We have examined the statement of facts, and find therefrom that appellant introduced on the trial below without any objection applications made by him to the Commissioner of the General Land Office to purchase the lands sued for by appellees; in fact, the entire record tends strongly to show that appellant through inadvertence misdescribed in his cross-action the lands he intended to describe and sue for therein. Such being the case, in an ordinary proceeding, we would be inclined to hold that the description of the lands as given in appellant’s cross-action was a clerical error, but as we understand the law, in order for a pleading to remove cloud from title to be sufficient as such, it must not only show specifically what constitutes the cloud, but it must also contain such allegations as show that the pleader owns or has rights in the property, title to which is beclouded, as requires that a court of equity quiet the pleader’s title by removing said cloud. Under appellant’s pleadings, as they appear in the transcript, we think because of the description of the only property he tends to show himself entitled to' or to have any right in, in said pleadings, is not that which he alleges to be beclouded by appellees’ claim, especially in view of the liberal construction given the act of 1905 by the Supreme Court of this state as a bar by limitations of actions such as appellant seeks to set up in his cross-action, we have reached the conclusion that we are not warranted in holding that the description of the lands claimed by appellant in his cross-action has been as a result of a clerical error misdescribed, and in construing said pleadings as if the lands sued for by appellees had been described therein.

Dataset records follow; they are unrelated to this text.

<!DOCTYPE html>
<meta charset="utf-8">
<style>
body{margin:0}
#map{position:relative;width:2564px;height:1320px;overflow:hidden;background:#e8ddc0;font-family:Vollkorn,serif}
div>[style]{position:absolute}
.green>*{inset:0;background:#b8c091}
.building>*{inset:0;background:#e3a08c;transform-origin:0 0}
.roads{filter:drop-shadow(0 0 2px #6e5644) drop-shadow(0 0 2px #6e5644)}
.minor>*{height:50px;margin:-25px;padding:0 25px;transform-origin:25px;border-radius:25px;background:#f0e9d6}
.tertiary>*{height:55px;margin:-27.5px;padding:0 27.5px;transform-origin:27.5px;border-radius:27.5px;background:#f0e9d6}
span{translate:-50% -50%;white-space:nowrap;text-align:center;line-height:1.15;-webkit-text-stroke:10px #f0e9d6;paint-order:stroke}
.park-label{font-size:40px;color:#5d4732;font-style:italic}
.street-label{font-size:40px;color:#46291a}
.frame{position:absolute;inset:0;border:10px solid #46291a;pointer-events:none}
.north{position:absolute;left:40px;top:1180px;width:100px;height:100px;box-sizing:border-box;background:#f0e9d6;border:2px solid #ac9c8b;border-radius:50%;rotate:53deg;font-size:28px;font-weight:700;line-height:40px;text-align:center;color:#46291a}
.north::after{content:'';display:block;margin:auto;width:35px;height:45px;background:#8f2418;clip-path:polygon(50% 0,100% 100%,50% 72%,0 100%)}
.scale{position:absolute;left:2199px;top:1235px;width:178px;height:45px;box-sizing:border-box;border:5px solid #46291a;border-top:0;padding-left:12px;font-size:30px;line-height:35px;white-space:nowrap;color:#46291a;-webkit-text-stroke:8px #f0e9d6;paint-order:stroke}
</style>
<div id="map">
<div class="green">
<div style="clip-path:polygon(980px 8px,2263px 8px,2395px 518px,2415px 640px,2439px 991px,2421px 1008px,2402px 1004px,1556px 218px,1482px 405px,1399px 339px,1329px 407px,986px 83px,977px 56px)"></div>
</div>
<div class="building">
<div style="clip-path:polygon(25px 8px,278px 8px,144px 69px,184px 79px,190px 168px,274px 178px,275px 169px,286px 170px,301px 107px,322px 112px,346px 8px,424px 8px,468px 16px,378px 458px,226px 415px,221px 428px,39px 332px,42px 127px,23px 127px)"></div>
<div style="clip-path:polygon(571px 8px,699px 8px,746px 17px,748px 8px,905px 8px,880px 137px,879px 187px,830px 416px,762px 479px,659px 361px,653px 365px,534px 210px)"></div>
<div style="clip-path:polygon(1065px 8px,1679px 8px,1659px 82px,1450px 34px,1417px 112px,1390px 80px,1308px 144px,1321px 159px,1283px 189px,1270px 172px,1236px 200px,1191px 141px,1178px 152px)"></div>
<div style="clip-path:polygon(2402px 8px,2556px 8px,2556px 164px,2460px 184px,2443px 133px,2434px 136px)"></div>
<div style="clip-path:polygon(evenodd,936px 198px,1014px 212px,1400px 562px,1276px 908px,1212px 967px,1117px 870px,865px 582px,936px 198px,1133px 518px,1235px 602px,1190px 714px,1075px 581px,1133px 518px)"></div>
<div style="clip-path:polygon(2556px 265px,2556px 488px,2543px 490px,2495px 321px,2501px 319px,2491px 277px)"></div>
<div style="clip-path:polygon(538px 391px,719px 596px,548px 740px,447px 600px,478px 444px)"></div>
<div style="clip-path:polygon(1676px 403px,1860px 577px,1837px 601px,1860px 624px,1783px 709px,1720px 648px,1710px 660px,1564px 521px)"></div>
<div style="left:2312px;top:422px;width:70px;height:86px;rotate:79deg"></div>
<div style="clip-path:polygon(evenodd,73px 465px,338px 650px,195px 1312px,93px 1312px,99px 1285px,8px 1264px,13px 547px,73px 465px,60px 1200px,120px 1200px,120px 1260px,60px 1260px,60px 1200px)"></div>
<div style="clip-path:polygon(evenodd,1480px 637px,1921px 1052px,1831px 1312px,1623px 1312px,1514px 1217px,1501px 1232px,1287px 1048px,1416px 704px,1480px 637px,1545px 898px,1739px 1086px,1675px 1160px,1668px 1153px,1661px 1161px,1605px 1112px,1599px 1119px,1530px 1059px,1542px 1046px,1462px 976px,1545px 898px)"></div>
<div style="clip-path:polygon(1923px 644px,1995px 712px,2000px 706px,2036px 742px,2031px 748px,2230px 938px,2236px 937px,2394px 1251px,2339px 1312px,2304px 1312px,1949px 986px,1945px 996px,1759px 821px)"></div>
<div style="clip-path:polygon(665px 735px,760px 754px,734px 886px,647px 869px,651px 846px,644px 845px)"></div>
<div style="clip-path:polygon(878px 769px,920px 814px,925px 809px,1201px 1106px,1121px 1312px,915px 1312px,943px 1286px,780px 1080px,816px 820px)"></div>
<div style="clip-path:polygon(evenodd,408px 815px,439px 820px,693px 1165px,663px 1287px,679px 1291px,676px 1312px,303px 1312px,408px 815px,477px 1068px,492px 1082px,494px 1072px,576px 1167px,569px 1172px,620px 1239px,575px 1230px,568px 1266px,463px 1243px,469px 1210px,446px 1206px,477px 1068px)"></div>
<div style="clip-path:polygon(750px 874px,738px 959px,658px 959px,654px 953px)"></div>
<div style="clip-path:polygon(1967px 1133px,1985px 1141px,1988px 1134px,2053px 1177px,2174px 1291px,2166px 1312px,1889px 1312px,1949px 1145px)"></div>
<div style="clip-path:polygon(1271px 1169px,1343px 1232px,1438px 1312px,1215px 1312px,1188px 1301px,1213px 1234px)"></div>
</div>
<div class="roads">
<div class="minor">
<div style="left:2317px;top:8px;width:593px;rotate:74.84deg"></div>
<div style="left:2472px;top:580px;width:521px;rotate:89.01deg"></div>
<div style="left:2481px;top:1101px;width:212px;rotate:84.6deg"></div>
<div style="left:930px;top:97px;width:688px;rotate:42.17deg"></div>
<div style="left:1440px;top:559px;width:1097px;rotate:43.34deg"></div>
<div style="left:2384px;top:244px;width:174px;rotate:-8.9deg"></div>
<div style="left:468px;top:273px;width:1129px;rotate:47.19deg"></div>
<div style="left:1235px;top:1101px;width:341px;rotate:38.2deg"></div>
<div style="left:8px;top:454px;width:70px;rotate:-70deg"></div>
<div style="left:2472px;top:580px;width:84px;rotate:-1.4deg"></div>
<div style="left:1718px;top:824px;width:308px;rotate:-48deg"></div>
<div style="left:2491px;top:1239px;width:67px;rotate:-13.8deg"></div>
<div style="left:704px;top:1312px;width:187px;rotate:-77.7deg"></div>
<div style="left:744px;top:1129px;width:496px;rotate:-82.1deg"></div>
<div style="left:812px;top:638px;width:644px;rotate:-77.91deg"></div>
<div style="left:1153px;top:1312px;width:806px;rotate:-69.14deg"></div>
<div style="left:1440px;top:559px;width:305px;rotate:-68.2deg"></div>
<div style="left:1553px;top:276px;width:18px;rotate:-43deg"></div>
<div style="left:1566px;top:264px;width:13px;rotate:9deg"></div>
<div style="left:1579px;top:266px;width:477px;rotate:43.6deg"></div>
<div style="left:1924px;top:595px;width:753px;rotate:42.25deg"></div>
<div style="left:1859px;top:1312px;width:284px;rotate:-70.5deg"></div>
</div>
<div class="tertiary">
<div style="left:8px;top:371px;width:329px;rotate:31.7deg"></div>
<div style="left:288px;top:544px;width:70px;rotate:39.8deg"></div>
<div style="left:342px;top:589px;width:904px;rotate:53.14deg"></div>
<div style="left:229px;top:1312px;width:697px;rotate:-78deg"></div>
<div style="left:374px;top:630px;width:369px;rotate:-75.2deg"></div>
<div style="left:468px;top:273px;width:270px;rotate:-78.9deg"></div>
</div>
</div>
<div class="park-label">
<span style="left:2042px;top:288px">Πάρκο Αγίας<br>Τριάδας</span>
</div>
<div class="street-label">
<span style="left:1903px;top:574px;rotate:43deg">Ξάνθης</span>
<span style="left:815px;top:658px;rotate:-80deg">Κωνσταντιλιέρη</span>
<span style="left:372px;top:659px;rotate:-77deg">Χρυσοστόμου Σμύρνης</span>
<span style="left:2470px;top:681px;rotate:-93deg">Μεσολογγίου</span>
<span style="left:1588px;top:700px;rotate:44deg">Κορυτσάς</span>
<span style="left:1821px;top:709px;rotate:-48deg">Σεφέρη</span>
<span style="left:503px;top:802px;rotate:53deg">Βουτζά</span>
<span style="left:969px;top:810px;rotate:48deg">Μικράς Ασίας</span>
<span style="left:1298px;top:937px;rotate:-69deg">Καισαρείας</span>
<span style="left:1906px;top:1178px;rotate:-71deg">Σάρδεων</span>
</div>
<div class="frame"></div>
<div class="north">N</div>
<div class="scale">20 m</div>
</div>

For the reasons above stated, we now hold that appellant’s pleading first filed on January 2, 1902, herein was and is insufficient as a cross-action either in trespass to try title or as an action to remove cloud from title, and that the act of 1905 became and was at the time of the trial below a complete bar against appellant’s attacking ap-pellees’ title, and for these reasons we hold that the trial court did not err in excluding as evidence the testimony which tended to show appellees’ title invalid.
The motion for rehearing is therefore *986granted. The judgment of reversal heretofore rendered by this court is set aside and judgment is here now rendered by this court affirming the judgment of the trial court, and it is so ordered.